- _PROVIDED DATA_
• • • •

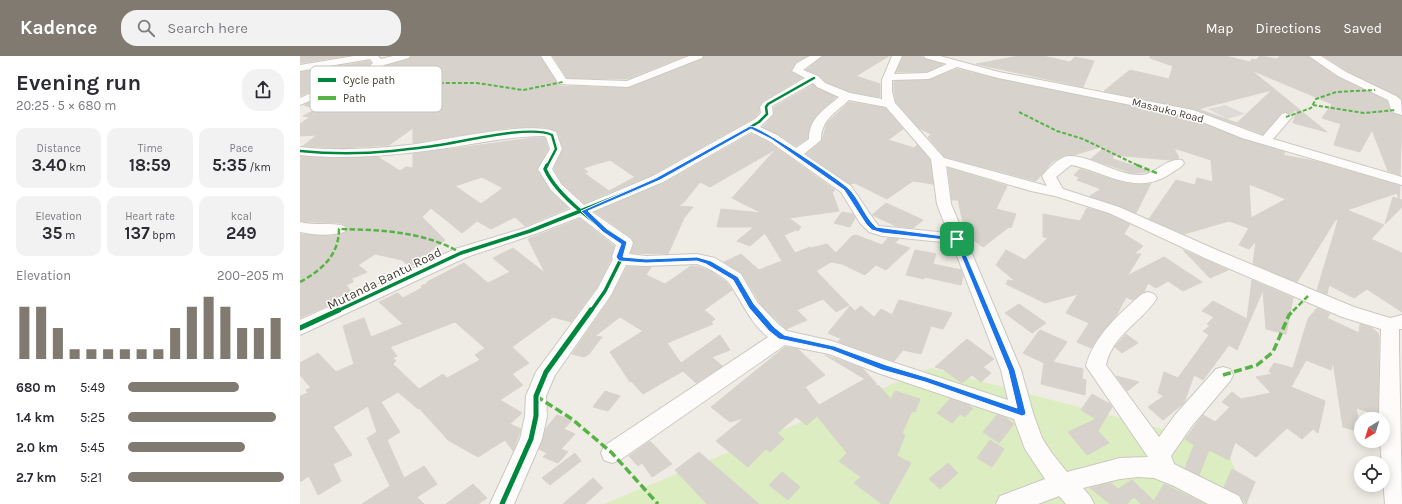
<!DOCTYPE html>
<meta charset="utf-8">
<style>
:root{--surface:#fff;--page:#f2f2f3;--text:#2b2b33;--muted:#7c7c81;--accent:#807a70}
body{margin:0;font-family:Karla,sans-serif;background:var(--page);color:var(--text);height:100vh;display:flex;flex-direction:column;font-size:15px;white-space:nowrap}
*{box-sizing:border-box;margin:0}
p{font-size:13px;color:var(--muted)}
.icon{flex:none;width:22px;height:22px;fill:none;stroke:currentColor;stroke-width:2;stroke-linecap:round;stroke-linejoin:round}
.map{position:relative;flex:1;overflow:hidden}
.drawer{display:flex;flex-direction:column;background:var(--surface);width:300px}
.drawer>*{flex:none}
.needle{width:26px;rotate:218deg}
.controls{position:absolute;left:1054px;top:356px;display:grid;gap:8px}
.controls a{display:grid;place-items:center;width:36px;height:36px;border-radius:50%;background:var(--surface);box-shadow:0 2px 10px #0003;font-size:20px}
.pin{position:absolute;display:grid;place-items:center;width:34px;height:34px;color:#fff;margin:-17px;border-radius:8px;box-shadow:0 2px 6px #0006}
.round{display:grid;place-items:center;flex:none;width:42px;height:42px;border-radius:16px;background:var(--page)}
.headline{display:flex;align-items:center;justify-content:space-between;height:68px;padding:0 16px}
h1{font-size:22px;font-weight:700;line-height:30px}
.metrics{display:grid;grid-template-columns:repeat(3,1fr);gap:6px;height:68px;padding:4px 16px}
.metrics div{display:grid;align-content:center;border-radius:10px;background:var(--page);text-align:center}
.metrics b{font-size:17px;font-weight:700}
.metrics small{font-size:11px;font-weight:400}
.metrics p{font-size:11px}
.chart{height:112px;padding:8px 16px}
.chart p{display:flex;justify-content:space-between}
.chart svg{width:100%;height:72px;margin-top:4px;stroke:var(--accent);stroke-width:6}
ul{padding:0 16px;list-style:none;font-size:13px}
li{display:grid;grid-template-columns:64px 48px 1fr;align-items:center;height:30px}
li i{height:10px;border-radius:5px;background:var(--accent)}
header{display:flex;align-items:center;gap:24px;box-sizing:border-box;height:56px;padding:0 20px;background:var(--accent);color:#fff}
header strong{font-size:19px}
nav{display:flex;gap:22px;margin-inline-start:auto;font-size:14px}
.search{width:280px;height:36px;background:var(--page);display:flex;align-items:center;gap:10px;box-sizing:border-box;padding:0 14px;border-radius:16px;color:var(--muted);font-size:15px}
main{display:flex;flex:1;min-height:0}
.map>svg:first-child{display:block}
</style>
<header>
<strong>Kadence</strong>
<div class="search"><svg class="icon" aria-label="search" viewBox="0 0 24 24"><circle cx="10" cy="10" r="6"/><path d="M15 15l6 6"/></svg>Search here</div>
<nav><a>Map</a><a>Directions</a><a>Saved</a></nav>
</header>
<main>
<section class="drawer">
<div class="headline"><div><h1>Evening run</h1><p>20:25 · 5 × 680 m</p></div><a class="round"><svg class="icon" aria-label="share" viewBox="0 0 24 24"><path d="M12 15V3M7 8l5-5 5 5M5 13v7h14v-7"/></svg></a></div>
<div class="metrics">
<div><p>Distance</p><b>3.40<small> km</small></b></div>
<div><p>Time</p><b>18:59</b></div>
<div><p>Pace</p><b>5:35<small> /km</small></b></div>
</div>
<div class="metrics">
<div><p>Elevation</p><b>35<small> m</small></b></div>
<div><p>Heart rate</p><b>137<small> bpm</small></b></div>
<div><p>kcal</p><b>249</b></div>
</div>
<div class="chart"><p><span>Elevation</span>200–205 m</p>
<svg viewBox="0 0 160 44" preserveAspectRatio="none"><path d="M5 44V12M15 44V12M25 44V25M35 44V38M45 44V38M55 44V38M65 44V38M75 44V38M85 44V38M95 44V25M105 44V12M115 44V6M125 44V12M135 44V25M145 44V25M155 44V19"/></svg>
</div>
<ul>
<li><b>680 m</b>5:49<i style="width:71%"></i></li>
<li><b>1.4 km</b>5:25<i style="width:95%"></i></li>
<li><b>2.0 km</b>5:45<i style="width:75%"></i></li>
<li><b>2.7 km</b>5:21<i style="width:100%"></i></li>
</ul>
</section>
<div class="map">
<svg width="1102" height="448" viewBox="0 0 1102 448">
<rect width="100%" height="100%" fill="#efece5"/>
<path fill="#dcedc1" d="M631 312 926 390 948 448H304Z"/>
<path fill="#dedbd6" d="M925 49 934 53 945 58 927 63 908 53Z"/>
<path fill="#d7d3cc" stroke="#d7d3cb" fill-rule="evenodd" d="M0 0H45L0 7Z
M111 0H240L259 30 328 32 403 3 404 0H507L496 6 491 14V16L502 22 463 45 459 50V56L454 62 352 119 284 147 262 127 254 113 263 92 257 76 244 71 207 72 113 87V72L89 89 41 92 3 90 17 79 0 80V68L10 61 3 60 16 53 4 49 75 18 85 10 109 3ZM310 104 335 121 309 135 284 117 288 116 283 112Z
M253 0H385L327 23 267 22Z
M523 0H589L556 20 580 28V41L550 36 526 26 519 19 506 14Z
M603 0H621L625 3 643 8 627 16H596Z
M719 0H743L770 6 775 1 794 5 783 31 676 8Z
M850 0H925L950 6 952 3 956 4 960 0 977 3 980 0H1008L1037 21 1087 45 1091 56 1102 60 1100 119 1088 115 1072 74 1060 96 1034 89 1041 68 1022 62 1032 48 951 14 1027 76 993 67 997 53 990 58 986 56 981 57 963 78 894 53 804 35 830 14 869 23 873 10 850 2ZM972 34 937 67 898 53Z
M1024 0H1102V43L1047 15Z
M69 5 71 7 65 12 0 40V16Z
M657 13 698 23 890 62 942 83 985 96 983 99 1019 106 1100 130 1099 143 1102 144V151L1085 168 1093 141 1099 143 1097 137 1047 154 1084 169 1071 183 1102 197V256L1067 233 1054 242 1029 229 1027 238 1017 234 1038 164 1036 163 997 226 953 208 956 185 949 193 939 189 949 172 929 165 884 178 849 163 876 124 895 129 897 122 913 126 911 104 874 92 879 102 871 104 813 99V103L850 115 840 117H831L791 103 807 89 774 99 761 101 752 106 736 125 645 101 628 81 631 78 619 72 596 46 594 36V25L629 24ZM949 128 986 143 951 162Z
M513 29 536 41 514 63 508 82 496 90 478 78 463 71 474 59V51Z
M549 46 585 52 603 73 588 84 614 92 617 89 630 104 633 128 613 125 587 143 555 127 550 128 506 98 522 85 527 67Z
M451 78 468 86 535 134 532 136 539 155 489 162 501 171 498 175 496 174 484 179 495 197 510 191 511 192 527 188 536 197 552 180 556 179 582 189 588 182 599 183 594 187 610 192 586 214 576 209 565 219 542 208 531 206 516 215 549 249 536 256 523 243 497 254 507 264 486 273 462 250 442 217 424 206 441 198 459 214 482 205 465 177 450 190 437 185 454 171H417L421 153 462 157 432 142 476 93 410 131 400 126 384 146 378 150 393 151 384 162 368 198 331 197 334 188 332 182 295 156 364 127Z
M232 82H245L248 93 237 114 250 135 268 152 225 170 215 161 191 173 177 165 162 177 131 152 122 161 145 184 110 211 102 204 75 198 58 209 67 216 53 222 51 220 53 226 46 229 53 238 0 262V178L33 180 44 177 48 173 45 169 39 167 0 165V100L37 102 78 101 100 115 106 111 113 112V98ZM182 121 203 132 181 148 155 130Z
M648 112 707 130 696 153 716 158 711 172 709 171 683 191 666 179 658 144H652Z
M780 113 824 127 835 128 851 127 836 157 790 140 801 133 777 124 780 122 774 119Z
M586 147 623 164 613 172 596 170 572 159Z
M787 152 808 158 830 168 824 178 843 190 834 198H841L827 220 864 201 902 226 883 235 868 225 856 232 848 227 844 236 833 244 826 241 816 260 800 279 791 292 777 286 789 267 766 257 778 238 745 247 706 228 708 224 715 225 696 209 706 194 725 204 748 182 743 181V158L780 165Z
M542 156 553 158 555 162 550 171 534 167Z
M280 163 314 190 311 203 297 231 271 266 253 261 212 291 229 307 212 318 223 329 200 344 222 357 210 368 221 373 213 395 205 384 178 401 148 384 119 352 118 353 98 336 81 346 100 376 87 384 104 422 124 410 137 428 117 441 124 448H62L90 430 67 382 77 376 68 350 33 371 52 399 33 408 41 425 18 439 9 420 0 426V340L8 337 6 334 11 332 0 319V307L18 297 36 316 54 308 43 270 64 262 71 281 103 268 79 246 98 237 103 242 122 232 121 230 128 227 127 226 164 207 188 227 210 216 193 202 213 192 245 217 228 183ZM155 266 185 292 175 299 180 304 147 322 143 318 119 333 93 308 96 305 93 302 97 300 90 291Z
M615 194 636 198 633 208 661 214 663 220 661 229 625 221 624 223 606 219Z
M883 194 906 204 928 214 910 222Z
M391 210 400 211 414 217 426 226 432 234 404 254 415 263 411 266 413 268 367 287 381 307 420 279 430 294 412 301 422 310 396 327 383 315 343 338 331 325 330 326 310 296 343 275 320 261 295 280 302 281 289 298 284 301 272 298 312 240 327 211H351L346 219 365 228Z
M952 224 993 242 986 278 966 273 963 234 950 264 948 263 950 264 937 294 929 289 903 324 894 319 884 347 863 364 848 351 864 340 858 337 864 316 878 322 909 279 903 275 910 270 907 268 914 261 902 255 913 245 947 263Z
M599 244 652 257 643 273 631 270 621 298 603 294 594 305 544 288 538 285 542 283 528 277 550 250 555 255 561 250 574 261 581 253 592 259Z
M719 248 746 267 732 277 705 257Z
M1017 252 1030 258 1027 262 1059 277 1060 268 1072 272 1078 277 1079 280 1078 359 1056 352 1061 376 1043 371 1033 305 1031 314 1006 304 991 331 1025 345 1018 377 1013 373 1002 383 987 372 956 401 935 386 929 404 909 394 899 419 885 412 894 389 885 383 903 359 915 366 930 351 922 346 932 336 941 343 971 337 956 321 972 318 969 315 974 307 993 312 1008 263Z
M740 274 767 286 753 306 783 313 782 323 786 324 785 339 741 328 744 307 723 297Z
M826 278 838 287 822 297 815 291Z
M667 283 694 303 683 311 691 317 681 326 672 319 662 327 644 314 635 311Z
M485 291 498 293 525 319 505 331 519 349 565 323 525 299 562 312 576 327 575 329 579 330 591 343 595 335 620 343 615 356 612 355 602 377 605 379 596 402 597 400 611 407 588 448H582L554 427 561 421 539 405 547 397 517 360 507 369 496 361 477 377 484 383 470 396 466 393 448 411 416 385 444 362 430 366 411 351Z
M816 320 839 326 827 335Z
M305 335 320 340 308 355 293 351Z
M792 338 810 348 812 351 798 375 809 387 787 399 768 376 796 363 781 354Z
M650 343 668 349 673 352 665 361 660 358 652 367 637 357Z
M257 359 272 364 264 373 275 378 261 393 268 396 258 407 243 401 247 397 239 393 246 372Z
M697 359 706 362 714 368 699 387 683 376Z
M690 384 704 393 692 411 677 402Z
M350 385 372 408 352 421 342 407 338 410 329 400Z
M399 396 459 448H407L375 414Z
M275 397 281 405 250 429 242 422Z
M648 407 658 417 640 433 629 423Z
M932 413 955 426 946 448 940 439 924 431Z
M482 416 500 431 488 444 469 429Z
M293 422 303 432 285 448H263Z
M832 424 854 445 864 428 905 448H841L834 441 827 448H810L790 432 811 427 818 433Z
M173 428 187 442 178 448H146Z"/>
<g fill="none" stroke-linecap="round" stroke-linejoin="round">
<defs>
<path id="street" d="M54 0H78L81 3 93 0H110L109 2 84 9 74 17 0 49V42L66 13 73 7 70 3 0 15V9Z
M241 0H251L266 23 327 25 389 0H403L402 2 328 31 259 28Z
M510 0H522L503 14 518 20 525 27 550 37 582 43V24L592 0H602L594 18 627 17 647 8 625 2 624 0H640L699 16 893 54 963 80 982 58 986 57 992 61 973 83 1102 121V129L942 82 890 61 698 22 657 11 629 23 592 24V36L595 47 644 102 747 130 742 120C747 114 760 100 769 100 793 100 815 119 840 119 855 119 867 101 882 104L884 107 882 110C874 115 867 121 858 124 827 135 800 114 771 109L756 121 763 133 819 151 919 195 1054 251 1090 262 1102 259V273H1099V291L1102 448H1085L1080 385H1083V363H1079V358L1081 273 1042 261 907 203 809 157 755 140 731 135 646 110 651 148 721 314 733 357 742 382 751 396 767 416 820 402 848 401 786 310C793 281 820 257 842 238L848 236 854 238 857 242C843 265 812 279 806 309L859 381 875 359 916 313 923 311 930 313 933 319 930 325 891 371 871 400 874 408 939 440 943 448H908L874 430 854 422 838 421 820 423 783 432 790 440 794 448H766L759 440 738 448H696L700 440 745 423 725 393 714 363 578 317 529 298 485 289 320 404 312 407 304 404 301 397 304 390 468 281C450 267 442 245 429 227 425 221 405 210 397 208L346 210 326 209 311 239 255 319 246 340 247 360 242 383 214 448H190L220 383 225 360 226 340 236 316 298 232 313 203 312 201 316 189 280 161 235 178 167 201 0 279V264L155 193 225 172 271 153 251 134 238 113 250 93 246 81 244 80C211 80 179 87 147 92 98 99 49 104 0 99V91C37 95 73 93 109 89 141 85 231 64 256 76L262 93 252 113 261 128 284 149 353 120 455 63 461 57 460 51 464 46 505 22 492 15 497 7ZM513 27 517 31 539 41C525 53 509 62 509 83L496 92 477 79 460 71 473 58 472 50ZM549 44 586 51 631 103 637 148 648 177 579 170 574 164 551 130 504 98 521 84C521 64 535 57 549 44ZM451 76 469 85 541 136 560 167 569 176 582 180 652 187 701 314 708 344 589 305 532 285 487 275 478 268 457 246 441 218 415 202 397 198 346 200 329 198 333 187 331 183 292 156 363 126Z
M1009 0H1021L1046 16 1096 40 1101 44 1102 59 1092 56 1088 44 1038 20Z
M0 166C15 170 30 166 44 170L47 173 44 176C30 180 14 179 0 176Z"/>
</defs>
<use href="#street" stroke="#cbc8c1" stroke-width="2"/>
<use href="#street" fill="#fdfcfb" fill-rule="evenodd"/>
<path stroke="#57b346" stroke-width="2" stroke-dasharray="4 2" stroke-linecap="butt" d="M70 15 91 24 105 27H177L223 34 263 26
M1013 49 1064 57 1096 54
M719 56 757 75 783 83 839 110
M986 61 1011 52 1016 43 1036 36 1075 34"/>
<path stroke="#57b346" stroke-width="2.5" stroke-dasharray="5.5 2.5" stroke-linecap="butt" d="M837 109 859 118
M0 226C22 214 39 199 39 173 82 174 123 175 161 197
M993 255 1008 240"/>
<path stroke="#57b346" stroke-width="3.5" stroke-dasharray="8 3.5" stroke-linecap="butt" d="M923 319 957 309 973 296 989 259 994 254
M236 340 272 363 312 397 358 448"/>
<defs>
<path id="cycleway-far2" d="M0 95C31 98 61 98 92 95 110 93 128 91 146 88 170 84 232 69 252 79L256 93 247 110
M382 110 459 66 467 58 466 51 468 48 514 22"/>
<path id="cycleway-far1" d="M247 109 245 113C258 142 299 170 325 187L320 201 321 203 305 235 291 255
M37 255 161 197 230 175 331 135 358 123 384 109"/>
<path id="cycleway" d="M0 272 39 254
M202 448 231 383 236 360V340L246 316 291 254"/>
</defs>
<use href="#cycleway-far2" stroke="#fff" stroke-width="4"/>
<use href="#cycleway-far1" stroke="#fff" stroke-width="6"/>
<use href="#cycleway" stroke="#fff" stroke-width="8"/>
<use href="#cycleway-far2" stroke="#00873e" stroke-width="2.5"/>
<use href="#cycleway-far1" stroke="#00873e" stroke-width="3.5"/>
<use href="#cycleway" stroke="#00873e" stroke-width="5"/>
</g>
<path fill="#1a73e8" stroke="#fff" fill-rule="evenodd" d="M450 70C458 69 539 123 548 132 560 143 564 160 576 171L659 182 715 314 726 357 725 359 722 360 625 326 582 314 531 294 479 283 469 275 449 252 433 224 406 208 397 205 346 207 319 205 316 201 321 188 303 176 281 155 356 122ZM451 73 471 83 544 134 566 168 572 174 582 177 655 185 708 314 717 352 626 321 586 309 534 290 484 279 474 271 454 248 438 221 411 205 397 201 346 203 323 201 327 186 307 173 288 155 360 124Z"/>
<g text-anchor="middle" stroke-width="3" stroke-linejoin="round" paint-order="stroke">
<g font-size="11" fill="#443d31" stroke="#fff">
<text transform="translate(868 54) rotate(14)" y="4">Masauko Road</text>
</g>
<g font-size="13" fill="#443d31" stroke="#fff">
<text transform="translate(84 222) rotate(-26)" y="5">Mutanda Bantu Road</text>
</g>
</g>
<rect x="10" y="10" width="132" height="46" rx="6" fill="#fff" stroke="#c7c5c1" stroke-width="1"/>
<rect x="18" y="22" width="18" height="4" fill="#00873e"/>
<rect x="18" y="40" width="18" height="4" fill="#57b346"/>
<g font-size="11" fill="#443d31">
<text x="43" y="28">Cycle path</text>
<text x="43" y="46">Path</text>
</g>
</svg>
<div class="controls">
<a><svg class="needle" viewBox="-14 -14 28 28"><path d="M0-13l5 13h-10z" fill="#e53935"/><path d="M0 13l5-13h-10z" fill="#7c7c81"/></svg></a>
<a><svg class="icon" aria-label="locate" viewBox="0 0 24 24"><circle cx="12" cy="12" r="6"/><path d="M12 2v4M12 18v4M2 12h4M18 12h4"/></svg></a>
</div>
<div class="pin" style="left:657px;top:183px;background:#1e9e55"><svg class="icon" aria-label="arrive" viewBox="0 0 24 24"><path d="M6 21V4h12l-3 4 3 4H6"/></svg></div>
</div>
</main>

• • • •

- _ACTIVITY_
Whenever the word "text" shows up in a line of the entries, copy that line.

- _THE ANSWER_
:root{--surface:#fff;--page:#f2f2f3;--text:#2b2b33;--muted:#7c7c81;--accent:#807a70}
body{margin:0;font-family:Karla,sans-serif;background:var(--page);color:var(--text);height:100vh;display:flex;flex-direction:column;font-size:15px;white-space:nowrap}
.metrics div{display:grid;align-content:center;border-radius:10px;background:var(--page);text-align:center}
<g text-anchor="middle" stroke-width="3" stroke-linejoin="round" paint-order="stroke">
<text transform="translate(868 54) rotate(14)" y="4">Masauko Road</text>
<text transform="translate(84 222) rotate(-26)" y="5">Mutanda Bantu Road</text>
<text x="43" y="28">Cycle path</text>
<text x="43" y="46">Path</text>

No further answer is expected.